**AIM OF THE EXERCISE:** I would like the entries transcribed word for word, please, with the pictures removed.

**Saved entries:**
──────

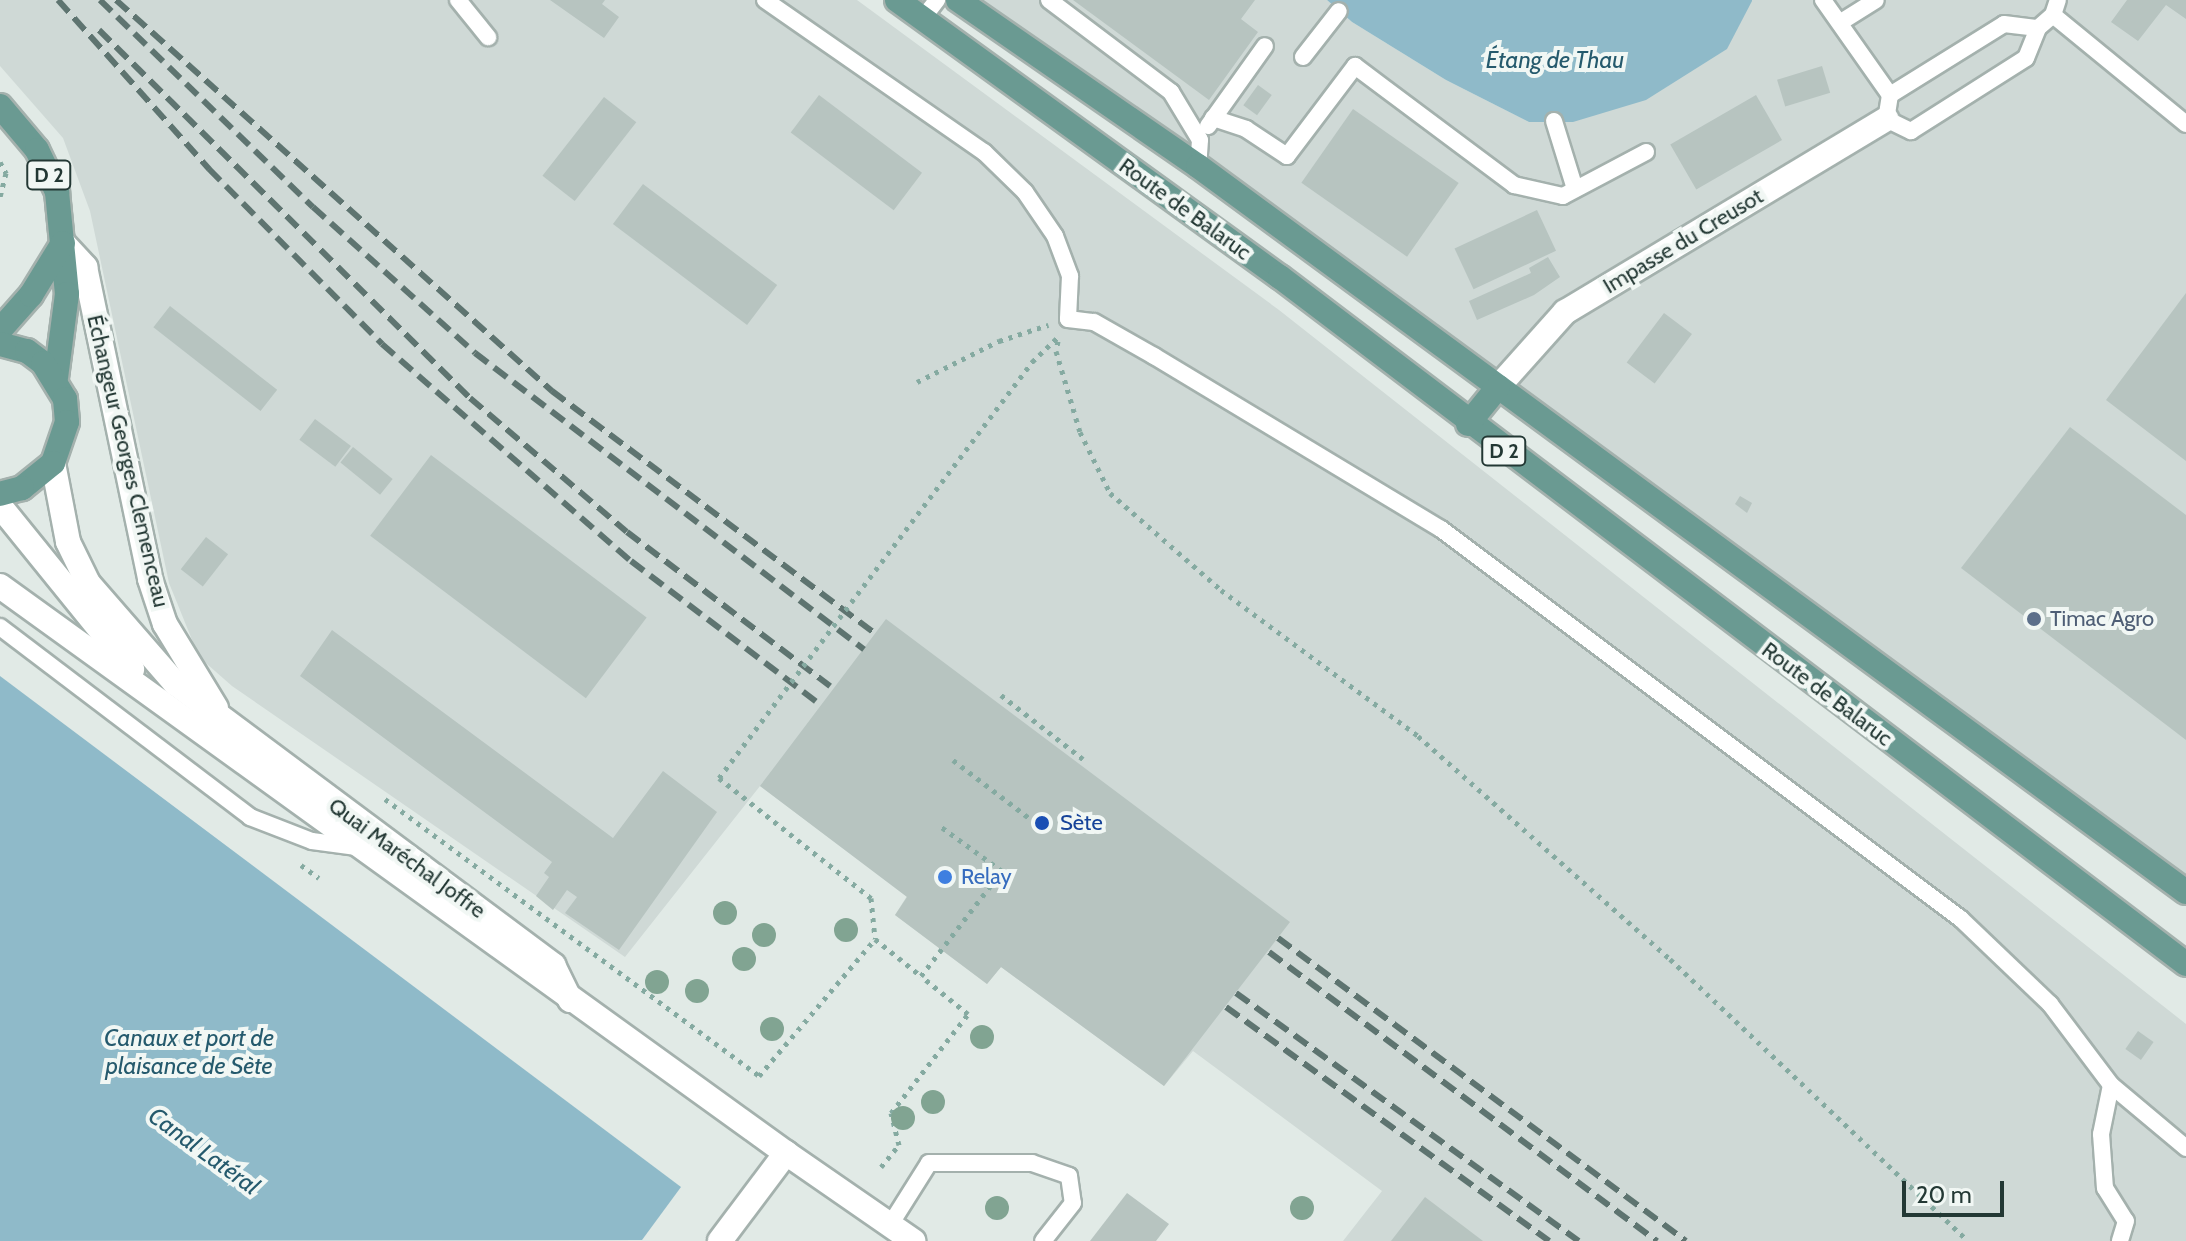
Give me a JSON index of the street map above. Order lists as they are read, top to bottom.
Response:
{
  "streets": {
    "main road": [
      "D 2",
      "Route de Balaruc",
      "Impasse du Creusot",
      "Échangeur Georges Clemenceau",
      "Quai Maréchal Joffre"
    ]
  },
  "crossings": [
    ["D 2", "Route de Balaruc"],
    ["D 2", "Impasse du Creusot"],
    ["Route de Balaruc", "Impasse du Creusot"],
    ["Échangeur Georges Clemenceau", "Quai Maréchal Joffre"]
  ],
  "water": ["Étang de Thau", "Canaux et port de plaisance de Sète", "Canal Latéral"],
  "places": ["Timac Agro", "Sète", "Relay"],
  "scale_bar": "20 m"
}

──────

**SOLVED EXERCISE:**
Give me a JSON index of the street map above. Order lists as they are read, top to bottom.
Response:
{
  "streets": {
    "main road": [
      "D 2",
      "Route de Balaruc",
      "Impasse du Creusot",
      "Échangeur Georges Clemenceau",
      "Quai Maréchal Joffre"
    ]
  },
  "crossings": [
    ["D 2", "Route de Balaruc"],
    ["D 2", "Impasse du Creusot"],
    ["Route de Balaruc", "Impasse du Creusot"],
    ["Échangeur Georges Clemenceau", "Quai Maréchal Joffre"]
  ],
  "water": ["Étang de Thau", "Canaux et port de plaisance de Sète", "Canal Latéral"],
  "places": ["Timac Agro", "Sète", "Relay"],
  "scale_bar": "20 m"
}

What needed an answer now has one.